My brother died on October 16th, 2015. I started blogging in March of 2016. So yeah, I started writing partially because it’s therapeutic. But, why did I have to start a blog? Why couldn’t I just write stuff for myself, and save it on a thumb drive? I don’t know. I guess most people who create something want to share it . . . otherwise, it kind of seems like there’s no point. Maybe sharing could help someone else. Maybe it would help me to make connections . . . maybe it would accelerate my healing.
Did it accomplish any of those things? Maybe. I felt the need to write about it a lot for a while. I’ve mostly been writing about other things over the last few months. With the anniversary coming up, though, it’s made me think about what grief is like two years later.
Before my brother got sick, when I would hear about someone losing a sibling or a spouse too young, I would wonder how they could stand it. How could they cope with such a loss? I would wonder, and pray that I never would experience anything like it. Sadly I am now a member of a club I never wanted to join. I don’t wish membership to this club on my worst enemy.

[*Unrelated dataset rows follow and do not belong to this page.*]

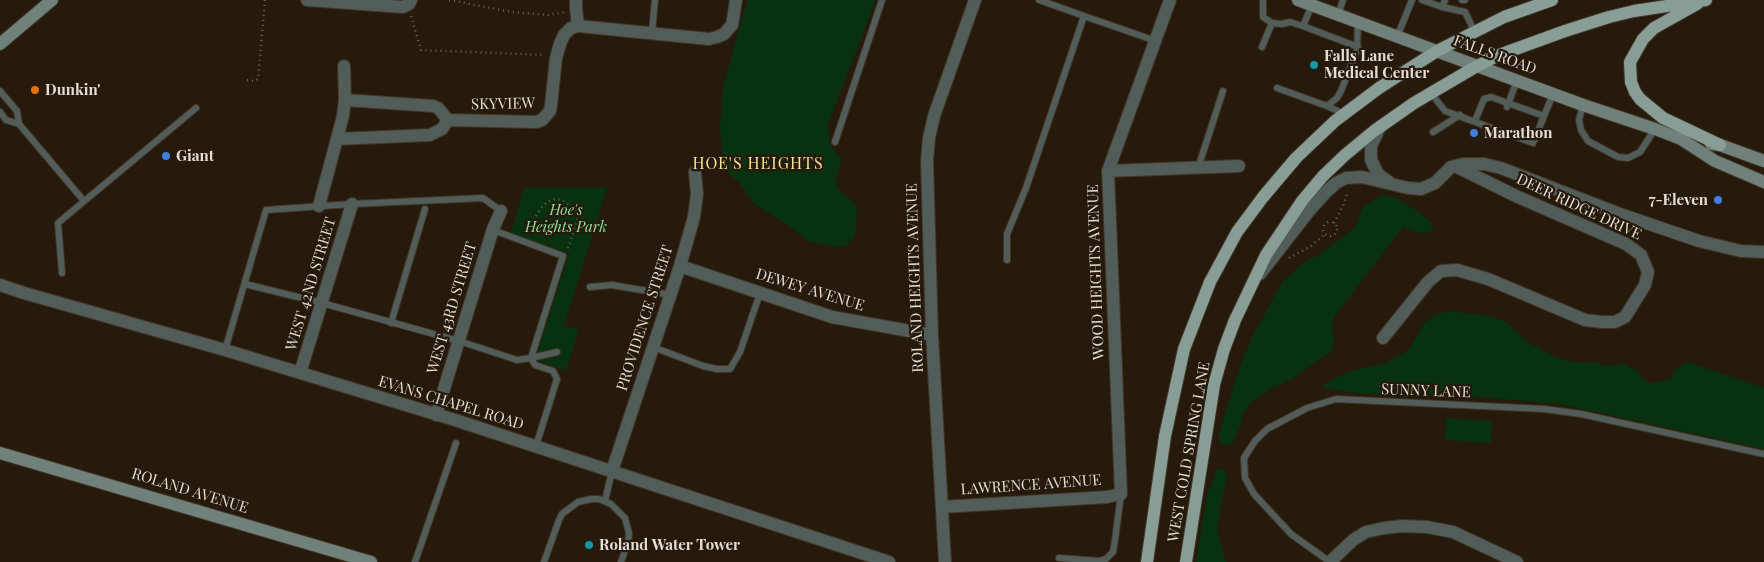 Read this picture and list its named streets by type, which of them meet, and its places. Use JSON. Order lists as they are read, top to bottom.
{
  "streets": {
    "main road": ["FALLS ROAD", "WEST COLD SPRING LANE", "ROLAND AVENUE"],
    "street": [
      "SKYVIEW",
      "DEER RIDGE DRIVE",
      "WOOD HEIGHTS AVENUE",
      "ROLAND HEIGHTS AVENUE",
      "WEST 42ND STREET",
      "DEWEY AVENUE",
      "WEST 43RD STREET",
      "PROVIDENCE STREET",
      "EVANS CHAPEL ROAD",
      "LAWRENCE AVENUE"
    ],
    "lane": ["SUNNY LANE"]
  },
  "crossings": [
    ["FALLS ROAD", "WEST COLD SPRING LANE"],
    ["WOOD HEIGHTS AVENUE", "LAWRENCE AVENUE"],
    ["ROLAND HEIGHTS AVENUE", "DEWEY AVENUE"],
    ["ROLAND HEIGHTS AVENUE", "LAWRENCE AVENUE"],
    ["WEST 42ND STREET", "EVANS CHAPEL ROAD"],
    ["DEWEY AVENUE", "PROVIDENCE STREET"],
    ["WEST 43RD STREET", "EVANS CHAPEL ROAD"],
    ["PROVIDENCE STREET", "EVANS CHAPEL ROAD"]
  ],
  "districts": ["HOE'S HEIGHTS"],
  "parks": ["Hoe's Heights Park"],
  "places": [
    "Falls Lane Medical Center",
    "Dunkin'",
    "Marathon",
    "Giant",
    "7-Eleven",
    "Roland Water Tower"
  ]
}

Does grief get better with time? Yes and no. The frequency is less, but the intensity is the same. I bought a book about grief a month or two after my brother died. Probably the only helpful advice I got from it was that everyone is different, and I should allow myself to take as long as I need. So, I don’t get upset with myself when I feel sad. In fact, I knew from the time that he went into hospice, when I finally accepted that there was very little hope, that this was a loss that my other brother, my parents, and I would never fully recover from. And, I suppose we shouldn’t. It’s a loss that deserves to be felt.
It still feels very surreal to me. In the beginning, I think I was afraid not to think about it. Afraid if I let my guard down, it would sneak up on me and it would be like going through all of it again for the first time. Maybe my instincts were right. I still wake up in the middle of the night sometimes and it’s like it’s all happening again for the first time.

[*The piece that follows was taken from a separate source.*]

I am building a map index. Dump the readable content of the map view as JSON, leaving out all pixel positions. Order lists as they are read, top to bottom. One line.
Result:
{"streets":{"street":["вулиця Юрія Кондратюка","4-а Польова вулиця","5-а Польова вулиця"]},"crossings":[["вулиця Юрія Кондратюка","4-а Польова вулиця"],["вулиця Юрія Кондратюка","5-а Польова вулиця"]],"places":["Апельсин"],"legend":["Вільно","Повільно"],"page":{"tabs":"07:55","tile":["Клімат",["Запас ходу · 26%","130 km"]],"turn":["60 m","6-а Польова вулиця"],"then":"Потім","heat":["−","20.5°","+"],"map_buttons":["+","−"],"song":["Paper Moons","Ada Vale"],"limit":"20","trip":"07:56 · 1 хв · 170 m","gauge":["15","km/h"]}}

I’m quite certain there has not been a single day that I have not thought about my brother. I didn’t realize, until the first week after he passed, just how much I thought about my childhood and both of my brothers on a daily basis. In the beginning, so many of my thoughts were dominated by the horror of his five month illness. I could hardly picture him healthy, as much as I wanted to remember the good times.

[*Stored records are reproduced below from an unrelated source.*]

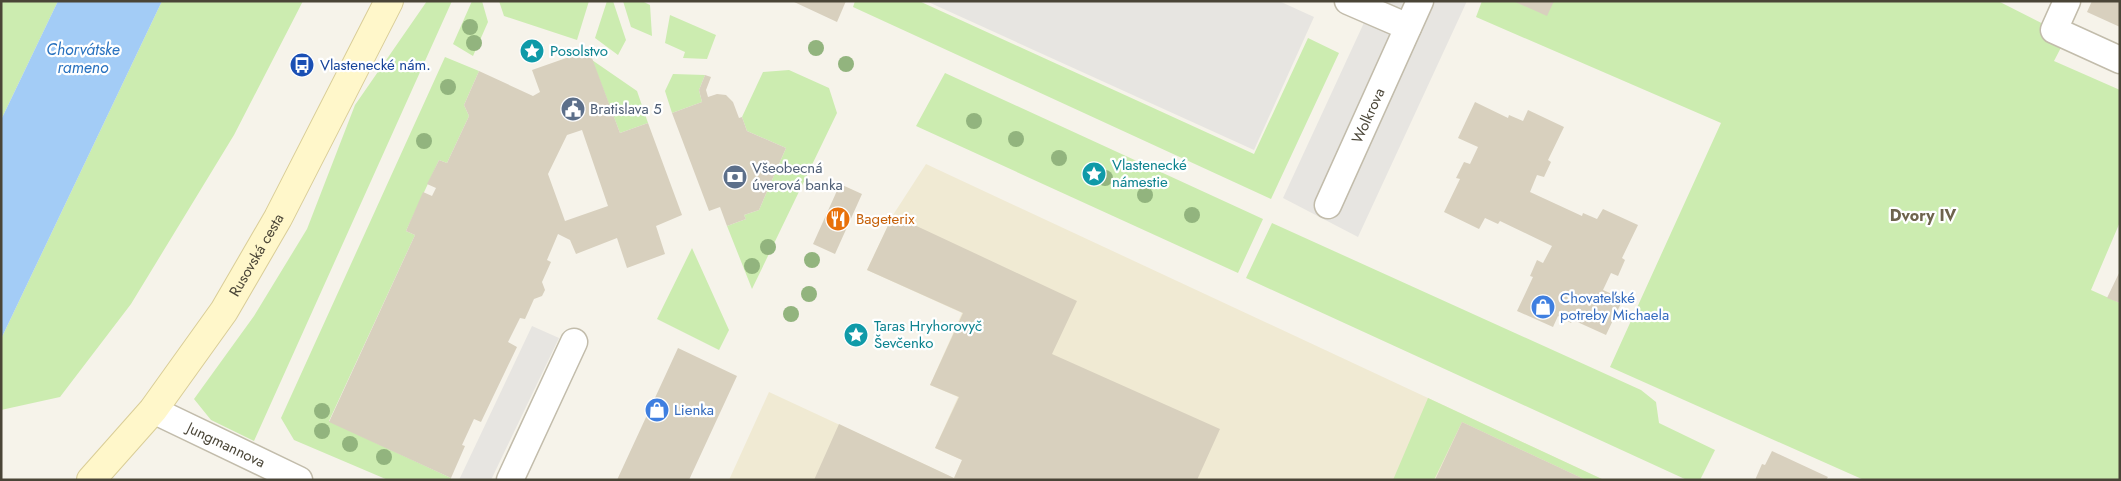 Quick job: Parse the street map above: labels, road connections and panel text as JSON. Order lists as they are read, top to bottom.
{
  "streets": {
    "street": ["Wolkrova", "Rusovská cesta", "Jungmannova"]
  },
  "crossings": [
    ["Rusovská cesta", "Jungmannova"]
  ],
  "districts": ["Dvory IV"],
  "water": ["Chorvátske rameno"],
  "places": {
    "place": ["Posolstvo", "Vlastenecké námestie", "Taras Hryhorovyč Ševčenko"],
    "bus stop": ["Vlastenecké nám."],
    "public building": ["Bratislava 5"],
    "bank": ["Všeobecná úverová banka"],
    "restaurant": ["Bageterix"],
    "shop": ["Chovateľské potreby Michaela", "Lienka"]
  }
}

Have the holidays and birthdays gotten any easier? A little, I guess. My daughter’s and my birthday landed between my brother’s death and his Memorial Service. I still remember meeting family for my daugther’s birthday party and having this feeling of anticipation of my brother calling to let me know he was there waiting, or on his way. Something he often did when we met somewhere. I’ve gotten used to the idea that there won’t be any more of those calls. I’ve learned that getting used to it, and liking it aren’t the same thing. Have I accepted it? I don’t really know the answer to that either.
I do hope that this post will help others who are grieving to know they aren’t alone. Two years later, and I guess I’m still working through it all. Maybe I always will be.